> [PROBLEM TO WORK ON]: The line containing "Enumerate all street" marks where copying starts, so set down that line and each one after it exactly, through the end of the records.

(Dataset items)
######

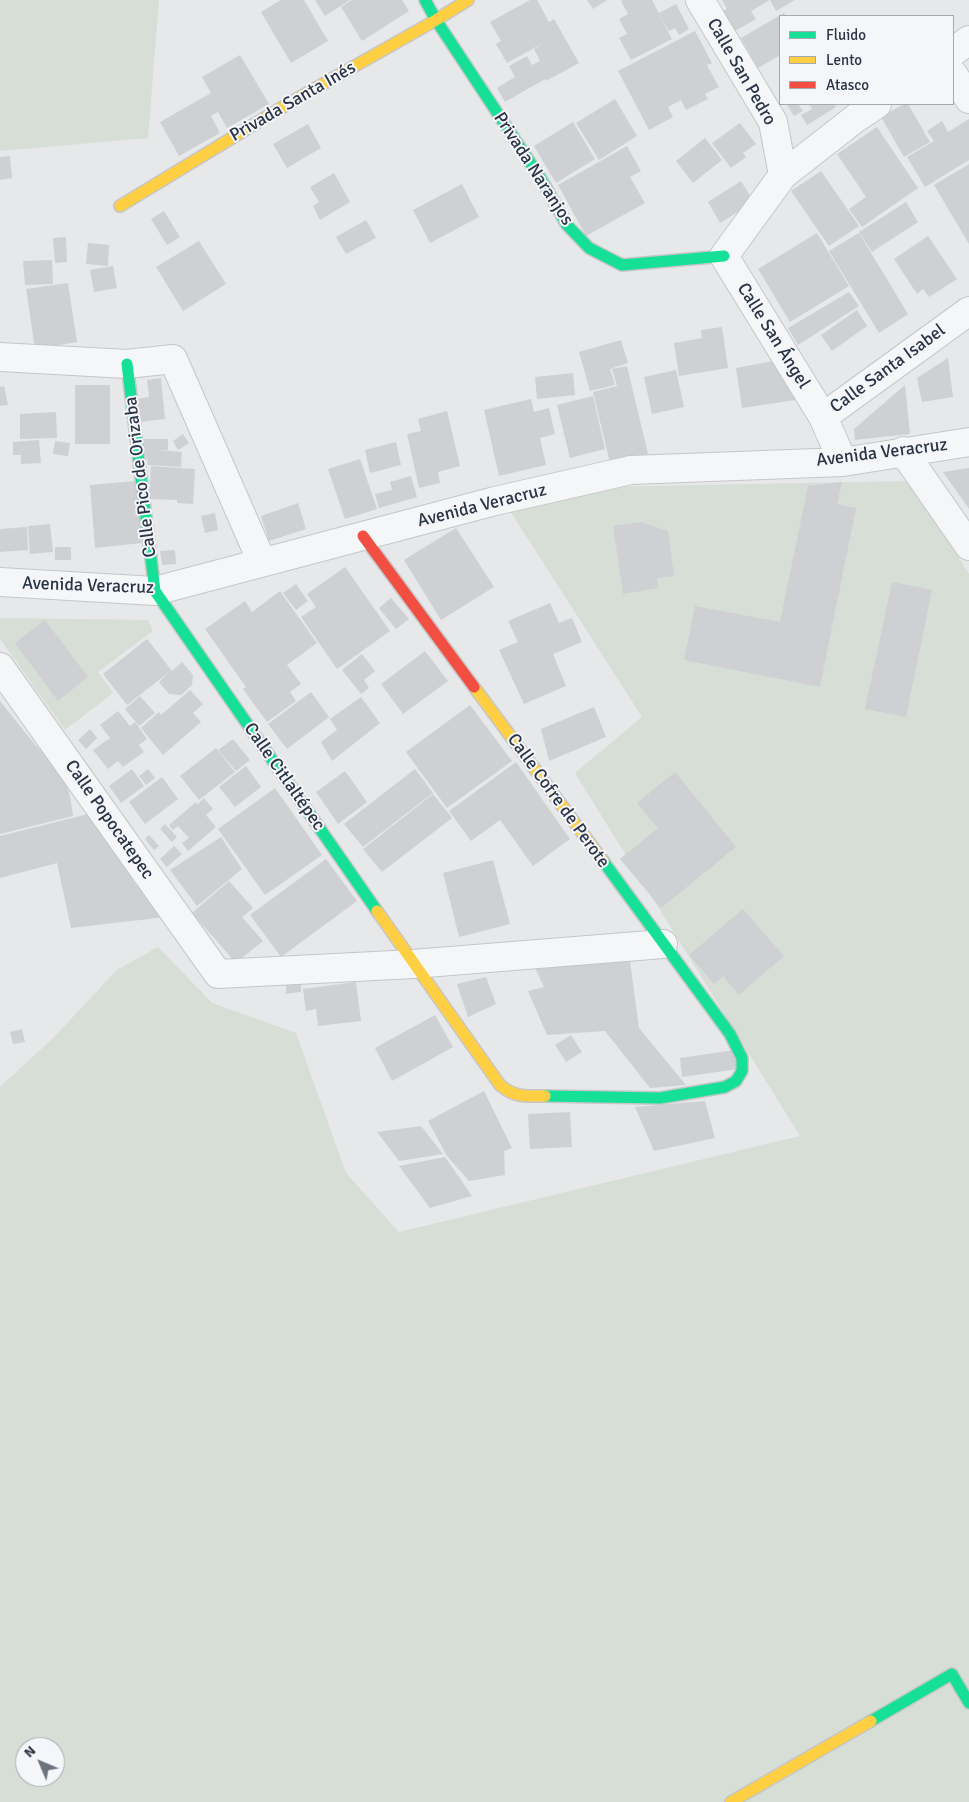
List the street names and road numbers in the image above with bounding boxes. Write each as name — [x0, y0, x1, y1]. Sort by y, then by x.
street label: Calle San Pedro — [702, 15, 780, 129]
street label: Privada Santa Inés — [226, 57, 360, 147]
street label: Privada Naranjos — [488, 108, 578, 230]
street label: Calle San Ángel — [732, 279, 814, 393]
street label: Calle Santa Isabel — [826, 320, 950, 418]
street label: Calle Pico de Orizaba — [120, 395, 162, 559]
street label: Avenida Veracruz — [815, 434, 949, 472]
street label: Avenida Veracruz — [415, 480, 549, 532]
street label: Avenida Veracruz — [22, 573, 154, 599]
street label: Calle Citlaltépec — [239, 719, 329, 835]
street label: Calle Cofre de Perote — [502, 730, 614, 872]
street label: Calle Popocatepec — [60, 756, 158, 884]

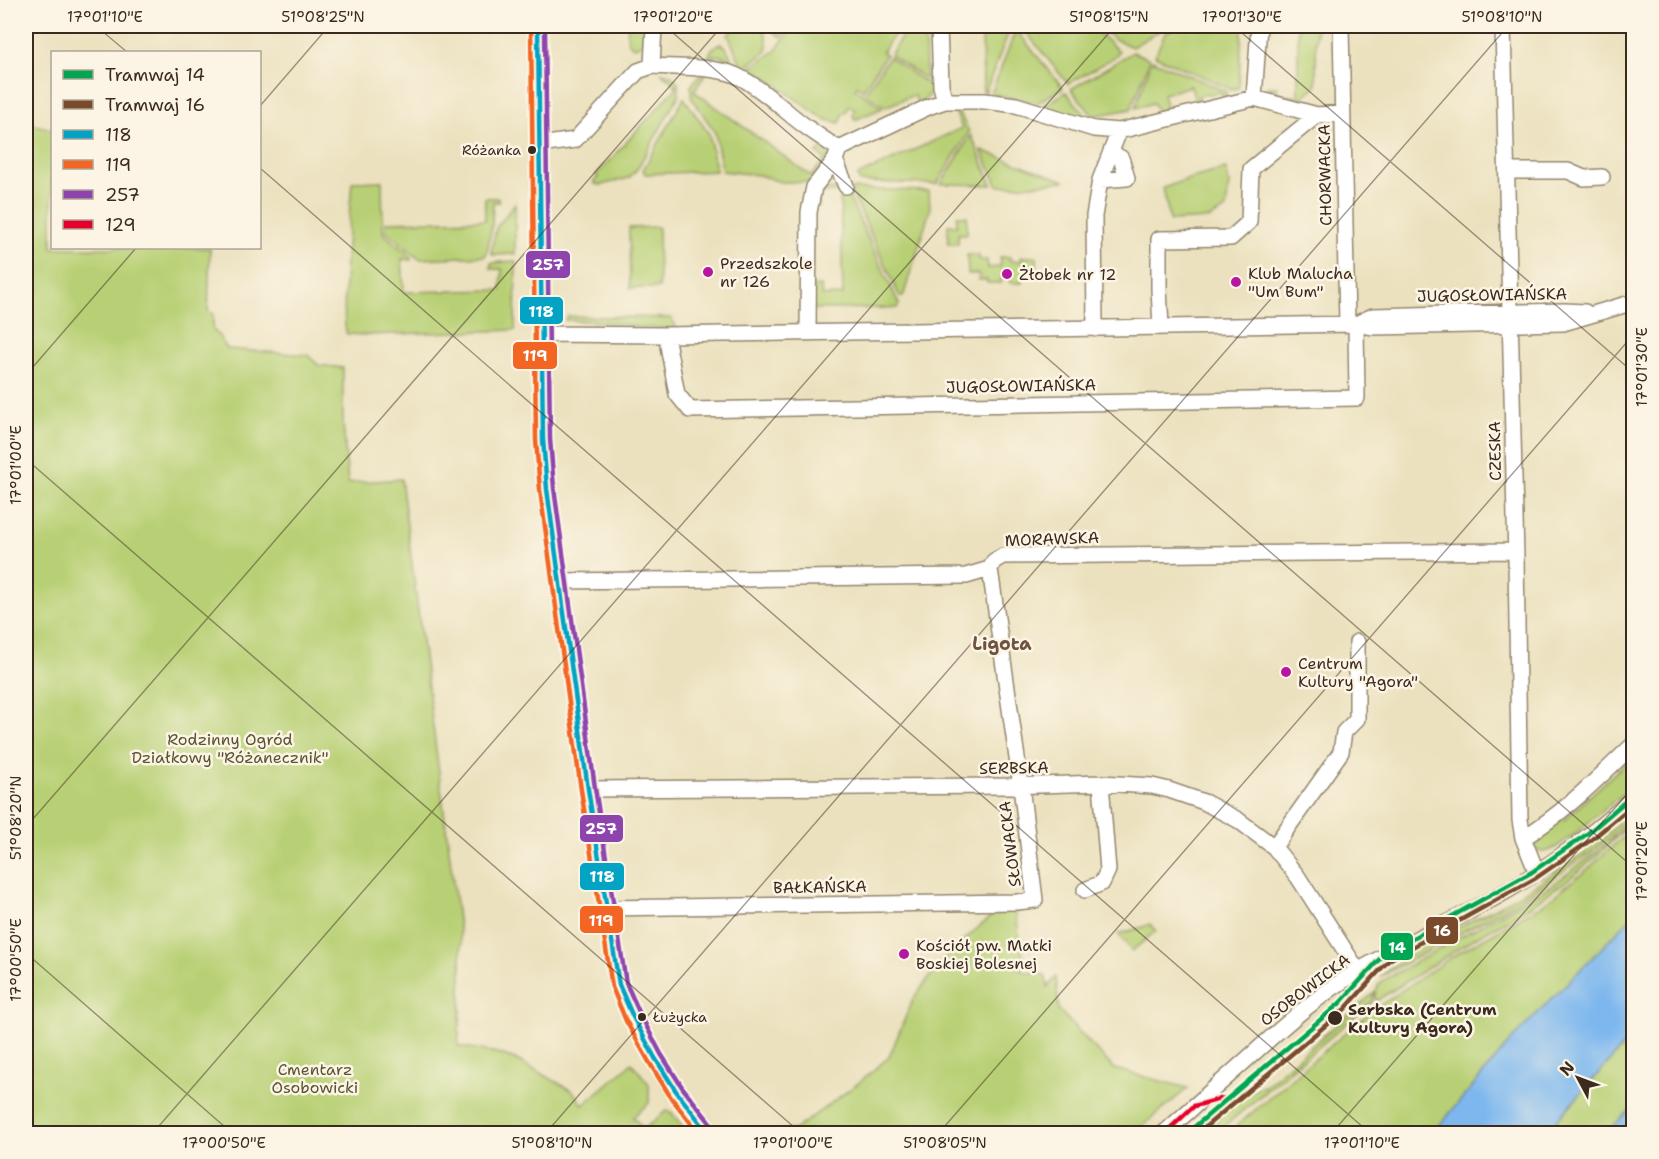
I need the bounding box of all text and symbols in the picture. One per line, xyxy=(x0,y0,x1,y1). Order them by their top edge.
text: 17°01'10"E xyxy=(67,7,143,27)
text: 51°08'25"N xyxy=(281,7,365,27)
text: 17°01'20"E xyxy=(633,7,713,27)
text: 51°08'15"N xyxy=(1069,7,1149,27)
text: 17°01'30"E xyxy=(1202,7,1282,27)
text: 51°08'10"N xyxy=(1462,7,1542,27)
legend xyxy=(51,51,261,249)
text: Tramwaj 14 xyxy=(105,63,205,87)
text: Tramwaj 16 xyxy=(105,93,205,117)
text: 118 xyxy=(105,123,132,147)
street label: CHORWACKA xyxy=(1314,124,1336,226)
place label: Różanka xyxy=(462,141,521,159)
marker: Różanka xyxy=(526,144,538,156)
text: 119 xyxy=(105,153,131,177)
text: 257 xyxy=(105,183,140,207)
text: 129 xyxy=(105,213,136,237)
line badge: 257 xyxy=(525,250,571,279)
place label: Przedszkole nr 126 xyxy=(720,253,813,292)
text: 257 xyxy=(532,254,564,275)
place label: Klub Malucha "Um Bum" xyxy=(1248,263,1353,302)
place label: Żłobek nr 12 xyxy=(1019,264,1117,285)
marker: Przedszkole nr 126 xyxy=(701,265,715,279)
marker: Żłobek nr 12 xyxy=(1000,267,1014,281)
marker: Klub Malucha "Um Bum" xyxy=(1229,275,1243,289)
street label: JUGOSŁOWIAŃSKA xyxy=(1417,283,1567,307)
line badge: 118 xyxy=(519,296,564,325)
text: 118 xyxy=(528,301,554,322)
text: 17°01'30"E xyxy=(1632,327,1652,407)
line badge: 119 xyxy=(512,341,558,370)
text: 119 xyxy=(522,345,548,366)
street label: JUGOSŁOWIAŃSKA xyxy=(946,374,1096,398)
street label: CZESKA xyxy=(1484,421,1506,481)
text: 17°01'00"E xyxy=(6,425,26,505)
street label: MORAWSKA xyxy=(1004,527,1100,551)
district label: Ligota xyxy=(972,632,1032,656)
place label: Centrum Kultury "Agora" xyxy=(1298,653,1418,692)
marker: Centrum Kultury "Agora" xyxy=(1279,665,1293,679)
park label: Rodzinny Ogród Działkowy "Różanecznik" xyxy=(131,729,329,768)
street label: SERBSKA xyxy=(979,757,1049,779)
text: 51°08'20"N xyxy=(6,776,26,860)
street label: SŁOWACKA xyxy=(994,800,1026,888)
line badge: 257 xyxy=(579,814,624,843)
text: 257 xyxy=(585,818,617,839)
text: 17°01'20"E xyxy=(1632,821,1652,901)
line badge: 118 xyxy=(579,862,625,891)
text: 118 xyxy=(589,866,615,887)
street label: BAŁKAŃSKA xyxy=(773,876,867,898)
line badge: 119 xyxy=(579,905,624,934)
text: 119 xyxy=(588,910,614,931)
line badge: 16 xyxy=(1425,916,1459,945)
text: 17°00'50"E xyxy=(6,918,26,1002)
text: 16 xyxy=(1433,920,1451,941)
line badge: 14 xyxy=(1380,932,1414,961)
place label: Kościół pw. Matki Boskiej Bolesnej xyxy=(916,935,1052,974)
text: 14 xyxy=(1388,937,1406,958)
marker: Kościół pw. Matki Boskiej Bolesnej xyxy=(897,947,911,961)
street label: OSOBOWICKA xyxy=(1256,949,1354,1031)
place label: Serbska (Centrum Kultury Agora) xyxy=(1348,999,1497,1038)
place label: Łużycka xyxy=(652,1008,707,1026)
marker: Serbska (Centrum Kultury Agora) xyxy=(1326,1009,1344,1027)
marker: Łużycka xyxy=(636,1011,648,1023)
north arrow xyxy=(1548,1048,1608,1108)
text: N xyxy=(1555,1057,1579,1080)
park label: Cmentarz Osobowicki xyxy=(272,1059,358,1098)
text: 17°00'50"E xyxy=(182,1133,266,1153)
text: 51°08'10"N xyxy=(512,1133,592,1153)
text: 17°01'00"E xyxy=(753,1133,833,1153)
text: 51°08'05"N xyxy=(903,1133,987,1153)
text: 17°01'10"E xyxy=(1324,1133,1400,1153)

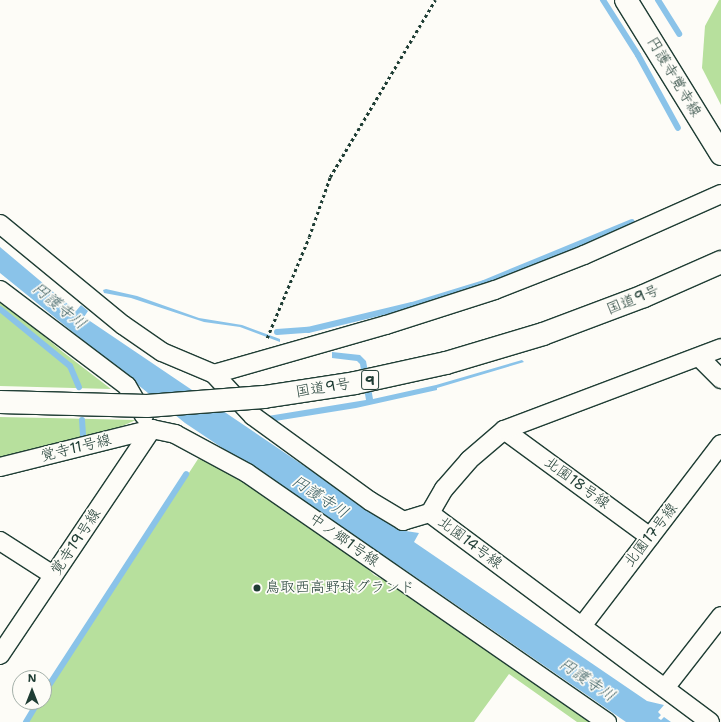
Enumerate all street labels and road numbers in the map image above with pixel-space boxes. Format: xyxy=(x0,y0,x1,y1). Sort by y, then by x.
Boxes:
street label: 円護寺覚寺線 xyxy=(643,34,705,120)
street label: 国道9号 xyxy=(604,281,662,319)
road number: 9 xyxy=(361,368,379,392)
street label: 国道9号 xyxy=(294,375,352,401)
street label: 覚寺11号線 xyxy=(39,431,113,465)
street label: 北園18号線 xyxy=(541,453,613,513)
street label: 北園17号線 xyxy=(621,500,681,570)
street label: 覚寺19号線 xyxy=(47,505,105,579)
street label: 中ノ郷1号線 xyxy=(306,509,382,571)
street label: 北園14号線 xyxy=(434,513,506,573)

######

> [REPLY]:
Enumerate all street labels and road numbers in the map image above with pixel-space boxes. Format: xyxy=(x0,y0,x1,y1). Sort by y, then by x.
Boxes:
street label: 円護寺覚寺線 xyxy=(643,34,705,120)
street label: 国道9号 xyxy=(604,281,662,319)
road number: 9 xyxy=(361,368,379,392)
street label: 国道9号 xyxy=(294,375,352,401)
street label: 覚寺11号線 xyxy=(39,431,113,465)
street label: 北園18号線 xyxy=(541,453,613,513)
street label: 北園17号線 xyxy=(621,500,681,570)
street label: 覚寺19号線 xyxy=(47,505,105,579)
street label: 中ノ郷1号線 xyxy=(306,509,382,571)
street label: 北園14号線 xyxy=(434,513,506,573)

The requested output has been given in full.